I had to time my call just right, because normally this chap was two hours behind me — time wise. When I went to check a few details with him on Monday he was suddenly three hours behind me.
Actually, I didn't know if he was going to be in at all because at the time I had forgotten Monday was Labour Day. But no, there he was, bright eyed and bushy tailed. I commiserated with him for having to work on a public holiday.
“Oh, no Col, last Monday was the public holiday,” he told me. "So you had Labour Day last week?" I checked.
“No, no." He said, sounding a tad confused himself. "It was the Queen's birthday holiday last Monday.”
“Queen's birthday,” I laughed. "The Queen's birthday holiday is in June, everyone knows that.”
This conversation was quickly going nowhere so I got the other question about my crops cleaned up and rang off.
And immediately grabbed the calendar the missus always hangs in the kitchen with a little ceremony every January 1.
Sure enough, WA — and Queensland — don't have the same Queen's birthday as the rest of the country.
Kind of figures, if you think about it, with those secessionists. But it got worse.
That night I was laughing about it to the daughter who lives in Adelaide. And she told me on Saturday night she was half-an-hour behind Queensland and on Sunday morning she was half-an-hour ahead — and would be for the next six months.
Well, even allowing for those strange Sandgropers, it seems the rest of the country can't get organised either.
I mean think about it, we can't get a national football code organised (despite assorted rugbies and the AFL thinking they have pulled it off). Soccer, of course, only counts if we get a team in the World Cup. Otherwise it doesn't count at all.
What's worse, we can't even get our racehorses to run the same way (but we Victorians do get a public holiday for the cup and now for the eve of the grand final. Next it will be one for Mad Monday).
If it weren't for farmers, the salt of the earth, I guarantee some of these people couldn't organise a hangover in a hotel.
So with a whole public holiday to sit and mull (stop laughing, I was sitting and had told the sons it was their turn to draw the short straw) I still couldn't find an answer.
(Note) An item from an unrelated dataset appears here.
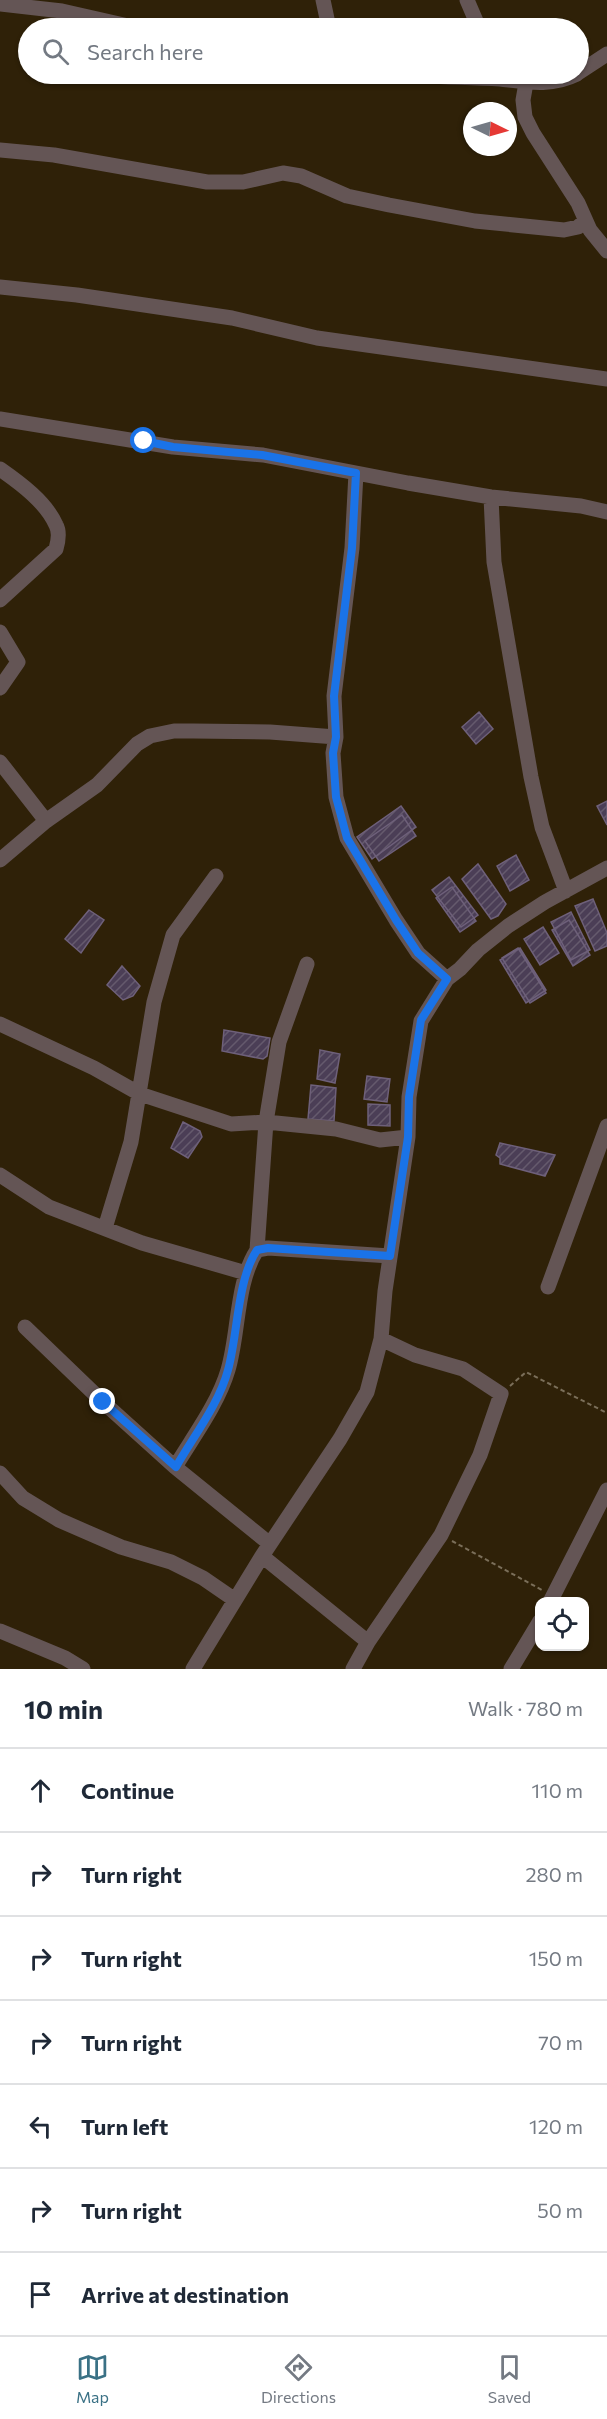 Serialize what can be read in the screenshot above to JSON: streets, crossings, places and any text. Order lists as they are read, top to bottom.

Because the ‘Gropers have their Queen's birthday in September. The banana benders had theirs last week and the real world has theirs in June.
The Queen, of course, actually has hers on April 21, but even I can understand the need for a standardised monarchical holiday for the Empire.
So I kept leafing through the calendar and one after the other I found there were holidays all over the place.
No wonder the economy never gets anything done. Someone is always on bloody holidays.
And that doesn't even take into account the public servants (the ultimate oxymoron), who are always on bloody taxpayer-funded holidays.
From January to November it was just a shambles of national discord. But with shaking hands I stopped at December and carefully returned the calendar to the wall.
I just wasn't game to see if someone had moved Christmas.